Disoriented, rising at this hour of dark, when my head expects light, I recognize Bly's words alive and at work inside my being: "Navies are setting forth in my veins." Yes. Little ships are moving, porting packages from my heart toward other destinations in the body. African gifts of story, memory, warmth, are being toted through my blood stream as I wake and wonder where I am, and what this air is that moves from outside, through the cracks in my windows, over my exposed South-African-Zanzibarian-Kenyan-Ugandan-Ghanaian-sun-tanned limbs....
I am happy thinking of the Indian Ocean. I am ecstatic seeing Saddam Dzikunun-Bansah's face in my mind's eye, or hearing Dumisani Ntombelas's voice the other side of a line, sending me off with South African parting words. I giggle thinking of Nomi Nkomo's sweet, silly text messages standing in line at customs. I marvel at the Dorothy Amenuke-Art-house-Arthaus dreams still alive and being constructed in real life time in Kumasi -- as well as in my own imagination. I wonder about Ishaka Mawanda and Emily Morris and if they are carrying Africa with them in their now on-safari-in-Minnesota-blood streams...? (Surely, they must understand this poem and the way waking so early in the cold affects the heart, mind, spirit.) I hold the questions of Patrick Kilonzo and Kenyan-Paper-making-collaborations in my rising body -- along with a happy desire to return to the Eastern Cape and squeeze a beloved Auntie Mo Dabula by her 70th birthday....

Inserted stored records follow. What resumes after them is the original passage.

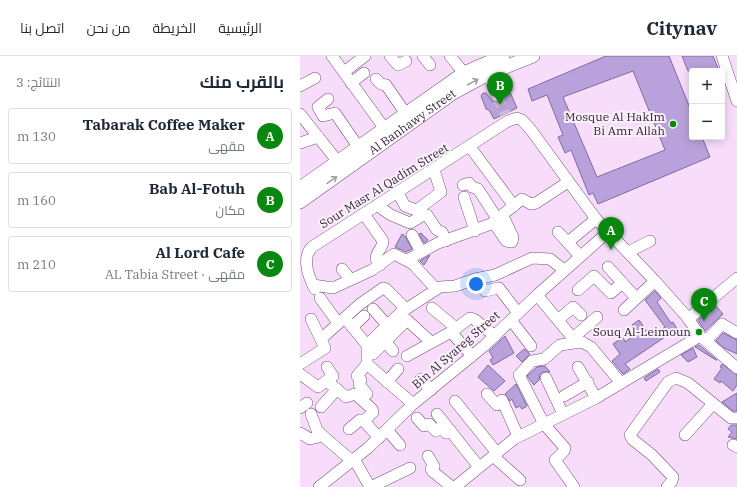 <!DOCTYPE html>
<html lang="ar">
<head>
<meta charset="utf-8">
<style>
  :root { --surface:#fff; --page:#f6f6f7; --text:#1f2937; --muted:#747a83; --line:#e0e1e3; --accent:#09880f }
  body { margin:0; font-family:"IBM Plex Serif",Cairo,serif; background:var(--page); color:var(--text); direction:rtl }
  .controls { position:absolute; right:12px; top:12px; display:grid; overflow:hidden; border-radius:4px; box-shadow:0 2px 10px #0003 }
  .controls button { width:36px; height:36px; display:grid; place-items:center; padding:0; border:0; border-bottom:1px solid var(--line); background:var(--surface); color:var(--text); font:20px sans-serif }
  .you { position:absolute; left:176px; top:228px; width:14px; height:14px; margin:-10px; border:3px solid #fff; border-radius:50%; background:#1a73e8; box-shadow:0 0 0 6px #1a73e833 }
  .badge { display:grid; place-items:center; width:26px; height:26px; border-radius:50%; background:var(--accent); color:#fff; font-size:13px; font-weight:700 }
  .pin { position:absolute; translate:-50% -33px; filter:drop-shadow(0 1px 2px #0008) }
  .pin::after { content:''; position:absolute; top:21px; width:14px; height:12px; background:inherit; clip-path:polygon(0 0,100% 0,50% 100%) }
  .list { margin:0; padding:0; list-style:none }
  h2 { display:flex; justify-content:space-between; align-items:center; height:52px; margin:0; padding:0 16px; font-size:17px }
  h2 small { font-size:13px; font-weight:400; color:var(--muted) }
  .list li { display:grid; grid-template-columns:26px 1fr auto; gap:12px; align-items:center; box-sizing:border-box; height:56px; margin:0 8px 8px; padding:0 8px; border:1px solid var(--line); border-radius:4px }
  .list b { display:block; font-size:15px; white-space:nowrap }
  .list p { margin:0; font-size:13px; white-space:nowrap; color:var(--muted) }
  .list em { font-size:13px; font-style:normal; color:var(--muted) }
  .map { position:relative; flex:none; width:437px; height:431px; overflow:hidden; direction:ltr }
  header { display:flex; align-items:center; gap:24px; box-sizing:border-box; height:56px; padding:0 20px; background:var(--surface); border-bottom:1px solid var(--line) }
  header strong { font-size:19px }
  nav { display:flex; gap:22px; margin-inline-start:auto; font-size:14px }
  main { display:flex }
  aside { flex:1; background:var(--surface) }
  .map>svg:first-child { display:block }
  .building { fill:#b9a2db; stroke:#816ba0; fill-rule:evenodd }
  .lines { fill:none; stroke-linecap:round; stroke-linejoin:round }
  .minor-tunnel { stroke:#d2b8d4; stroke-width:11; stroke-dasharray:11 5.5; stroke-linecap:butt }
  .minor-casing { stroke:#764f7b; stroke-width:12 }
  .major-casing { stroke:#764f7b; stroke-width:14 }
  .minor { stroke:#fff; stroke-width:11 }
  .major { stroke:#fff; stroke-width:13 }
  .oneway { stroke:#a59da6 }
  .poi-dot { fill:#09880f; stroke:#faf1fb; stroke-width:1.5 }
  .labels { text-anchor:middle; stroke-width:4; stroke-linejoin:round; paint-order:stroke }
  .poi-label { font-size:12px; fill:#38263a; stroke:#faf1fb; text-anchor:end }
  .street-label { font-size:12px; fill:#38263a; stroke:#faf1fb }
</style>
</head>
<body>
<header>
<strong>Citynav</strong>
<nav><a>الرئيسية</a><a>الخريطة</a><a>من نحن</a><a>اتصل بنا</a></nav>
</header>
<main>
<div class="map">
<svg width="437" height="431" viewBox="0 0 437 431">
  <rect width="100%" height="100%" fill="#f8ddfb"/>
  <!-- building -->
  <g class="building">
    <path d="M306 0H369L392 57V81H402L410 101 298 148 293 137 289 139 271 94 265 97 258 81 263 79 247 39 232 45 228 33ZM333 15 365 94 297 121 263 41Z"/>
    <polygon points="382,0 413,0 419,15 388,15"/>
    <polygon points="200,30 202,30 206,38 210,36 217,52 194,63 189,54 186,53 181,40 183,37 186,37 193,46 203,47 204,38"/>
    <polygon points="121,177 128,184 124,187 119,178"/>
    <polygon points="102,178 105,180 112,193 106,196 95,191"/>
    <polygon points="130,199 124,209 120,205"/>
    <polygon points="355,235 361,242 357,246 371,267 373,266 377,273 325,308 330,313 323,318 312,305 320,298 313,288 323,281 325,286 338,277 332,269 339,264 351,281 365,271 345,244"/>
    <polygon points="415,249 423,258 405,275 398,264"/>
    <polygon points="423,277 437,284 437,298 424,292 416,285"/>
    <polygon points="205,280 214,297 193,309 190,304 193,302 189,295"/>
    <polygon points="399,289 417,304 416,304 395,291"/>
    <polygon points="393,292 397,301 388,306 381,299"/>
    <polygon points="224,293 230,298 222,306 216,300"/>
    <polygon points="422,308 437,319 437,329 433,335 421,325 420,327 414,323 422,312 420,311"/>
    <polygon points="188,309 205,325 194,335 178,321"/>
    <polygon points="245,310 250,316 243,316 240,318 239,324 234,329 227,320 237,311"/>
    <polygon points="358,313 360,316 346,325 344,322"/>
    <polygon points="216,328 227,350 222,353 220,350 216,352 212,343 210,345 205,338"/>
    <polygon points="437,337 437,355 433,355 422,346"/>
    <polygon points="431,369 437,369 437,383 428,381 432,376 428,373"/>
  </g>
  <g class="lines">
    <!-- minor-tunnel -->
    <polyline class="minor-tunnel" points="197,40 205,58"/>
    <defs>
      <g id="minor">
        <polyline points="32,0 85,73"/>
        <polyline points="90,0 98,9 106,5"/>
        <polyline points="123,0 130,9"/>
        <polyline points="150,0 164,17"/>
        <polyline points="422,0 437,45"/>
        <polyline points="44,16 65,0"/>
        <polyline points="188,18 197,40"/>
        <polyline points="76,23 81,28 86,29 106,58"/>
        <polyline points="51,27 64,17"/>
        <polyline points="0,30 15,22"/>
        <polyline points="28,43 18,51 23,60 35,57 59,92"/>
        <polyline points="0,58 38,106"/>
        <polyline points="0,87 18,81"/>
        <polyline points="170,91 214,150"/>
        <polyline points="163,129 169,127 172,131 178,133 198,164"/>
        <polyline points="98,137 105,150 122,156"/>
        <polyline points="164,141 175,175"/>
        <polyline points="78,150 91,159 110,167 122,160 127,159 137,174 142,176 146,185"/>
        <polyline points="117,154 141,136 134,114"/>
        <path d="M64 158 83 185C83 194 70 199 80 209"/>
        <polyline points="194,167 206,185 212,186 213,181 203,160"/>
        <polyline points="258,176 280,200"/>
        <polyline points="112,179 121,196"/>
        <polyline points="268,186 296,163"/>
        <polyline points="328,196 350,185"/>
        <polyline points="107,204 138,187 191,168 222,143 231,148 236,147 268,126"/>
        <polyline points="308,211 336,242"/>
        <polyline points="42,213 50,223"/>
        <polyline points="13,229 33,232 72,214 94,198 113,208 136,233"/>
        <path d="M15 233C9 222 1 202 12 191L208 65 217 62 222 64 231 74 296 163 355 225 387 261 400 280 437 312"/>
        <polyline points="278,234 294,220 311,237 322,227"/>
        <polyline points="185,235 199,232 218,257"/>
        <polyline points="237,239 272,281 291,291 321,327"/>
        <polyline points="20,242 38,267"/>
        <polyline points="132,252 156,272"/>
        <polyline points="73,253 87,269"/>
        <polyline points="324,254 355,225"/>
        <polyline points="388,263 437,222"/>
        <polyline points="211,264 231,290"/>
        <polyline points="258,264 273,251 281,259"/>
        <polyline points="49,267 67,289 67,308 113,348"/>
        <polyline points="52,271 64,260"/>
        <polyline points="151,276 172,300"/>
        <polyline points="81,280 93,295"/>
        <polyline points="274,281 297,261"/>
        <polyline points="21,283 60,248 83,232 86,233 106,253"/>
        <polyline points="406,285 422,268 437,277"/>
        <polyline points="67,289 100,257 140,231 155,230 175,223 195,219 232,202 250,203 264,214"/>
        <polyline points="73,298 107,264 131,286"/>
        <polyline points="107,300 151,276 170,262 174,263 195,280"/>
        <polyline points="0,308 25,292 11,263"/>
        <polyline points="67,308 57,320 61,324 59,328 67,338"/>
        <polyline points="278,311 296,342"/>
        <polyline points="0,318 18,331 33,320 27,311"/>
        <polyline points="246,322 263,358"/>
        <polyline points="121,323 131,334"/>
        <polyline points="27,325 46,341 55,338 72,353 73,356 64,365 79,382"/>
        <polyline points="87,326 98,313"/>
        <polyline points="187,338 197,349 202,344 218,380"/>
        <polyline points="264,340 288,326"/>
        <polyline points="155,345 197,397"/>
        <polyline points="21,351 37,333"/>
        <polyline points="0,352 7,347"/>
        <polyline points="11,358 17,374 23,380"/>
        <polyline points="137,358 179,411"/>
        <polyline points="117,362 124,370 129,368 136,375 140,372 146,377 150,374"/>
        <polyline points="49,373 60,364 64,364"/>
        <polyline points="88,375 100,389"/>
        <polyline points="0,377 10,383 23,380 52,405"/>
        <polyline points="385,379 413,348"/>
        <polyline points="433,389 437,391"/>
        <polyline points="128,400 134,410 131,413 132,415 152,431"/>
        <polyline points="193,400 220,424"/>
        <polyline points="54,403 70,431"/>
        <polyline points="19,431 68,392 113,348 184,290 237,239 308,176"/>
        <polyline points="71,431 110,412"/>
        <polyline points="155,431 214,383 296,342 400,280"/>
        <polyline points="274,431 255,404 264,395 265,392 244,368 219,319 232,305 244,303 260,289 282,286"/>
        <polyline points="367,431 372,425 373,421 352,399 332,383 330,379 368,326 376,322 388,327 431,362 437,362"/>
      </g>
      <g id="major">
        <polyline points="0,132 164,17 203,0"/>
        <path id="s1" d="M0 146 153 37 188 18 233 0"/>
      </g>
    </defs>
    <!-- minor casing -->
    <use href="#minor" class="minor-casing"/>
    <!-- major casing -->
    <use href="#major" class="major-casing"/>
    <!-- minor -->
    <use href="#minor" class="minor"/>
    <!-- major -->
    <use href="#major" class="major"/>
  </g>
  <!-- one-way arrows -->
  <defs><path id="oneway-shaft" d="M-6 0H5M1.5-3L5.5 0L1.5 3" fill="none" stroke-width="1.6" stroke-linecap="round" stroke-linejoin="round"/></defs>
  <g class="oneway">
    <use href="#oneway-shaft" transform="translate(173 26) rotate(-28)"/>
    <use href="#oneway-shaft" transform="translate(32 124) rotate(-35)"/>
  </g>
  <!-- markers -->
  <g class="poi-dot">
    <circle cx="373" cy="68" r="4"/>
    <circle cx="399" cy="276" r="4"/>
  </g>
  <g class="labels">
    <!-- poi labels -->
    <g class="poi-label">
      <text x="365" y="65">Mosque Al HakIm<tspan x="365" dy="14">Bi Amr Allah</tspan></text>
      <text x="391" y="280">Souq Al-Leimoun</text>
    </g>
    <!-- street labels -->
    <g class="street-label">
      <text dy="4" stroke="none"><textPath href="#s1" startOffset="138">Al Banhawy Street</textPath></text>
      <text transform="translate(84 130) rotate(-32)" y="4">Sour Masr Al Qadim Street</text>
      <text transform="translate(156 294) rotate(-41)" y="4">Bin Al Syareg Street</text>
    </g>
  </g>
</svg>
<div class="controls">
<button>+</button>
<button>−</button>
</div>
<div class="you"></div>
<div class="pin badge" style="left:311px;top:194px">A</div>
<div class="pin badge" style="left:200px;top:49px">B</div>
<div class="pin badge" style="left:404px;top:265px">C</div>
</div>
<aside>
<h2>بالقرب منك<small>النتائج: 3</small></h2>
<ul class="list">
<li><span class="badge">A</span><div><b>Tabarak Coffee Maker</b><p>مقهى</p></div><em>130 m</em></li>
<li><span class="badge">B</span><div><b>Bab Al-Fotuh</b><p>مكان</p></div><em>160 m</em></li>
<li><span class="badge">C</span><div><b>Al Lord Cafe</b><p>مقهى · AL Tabia Street</p></div><em>210 m</em></li>
</ul>
</aside>
</main>
</body>
</html>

I read "Welcome Home" emails from State Side family and friends with requests for my American address and imagine the Holiday greeting cards that will arrive at 2338 Marshall Avenue in St. Paul. (Where will these cards arrive next year, or years to come? What is my address? Where do I live?) Hmmmmm......Where does any of us really reside?
A woman named Nozi, who is not my South African Community Development friend from Nquthu, drops me a line wondering how she got onto my Africa-emails-list-serve. I wonder this, too. My head filled with poems and dizzy dawn dreams and so much desire to locate my body in a proper time, place, aligning all of me with what my heart knows. Where does Ms. Motloung live? What is her email address? Where am I? Where are you?
Happy Morning. Happy Rising and Return Journeys to all who read this.
Inside the veins there are navies setting forth,
Tiny explosions at the waterlines,
And seagulls weaving in the wind of the salty blood.
It is the morning. The country has slept the whole winter.
Window seats were covered with fur skins, the yard was full
Of stiff dogs, and hands that clumsily held heavy books.
Now we wake, and rise from bed, and eat breakfast!
Shouts rise from the harbor of the blood,
Mist, and masts rising, the knock of wooden tackle in the sunlight.
Now we sing, and do tiny dances on the kitchen floor.
Our whole body is like a harbor at dawn;
We know that our master has left us for the day.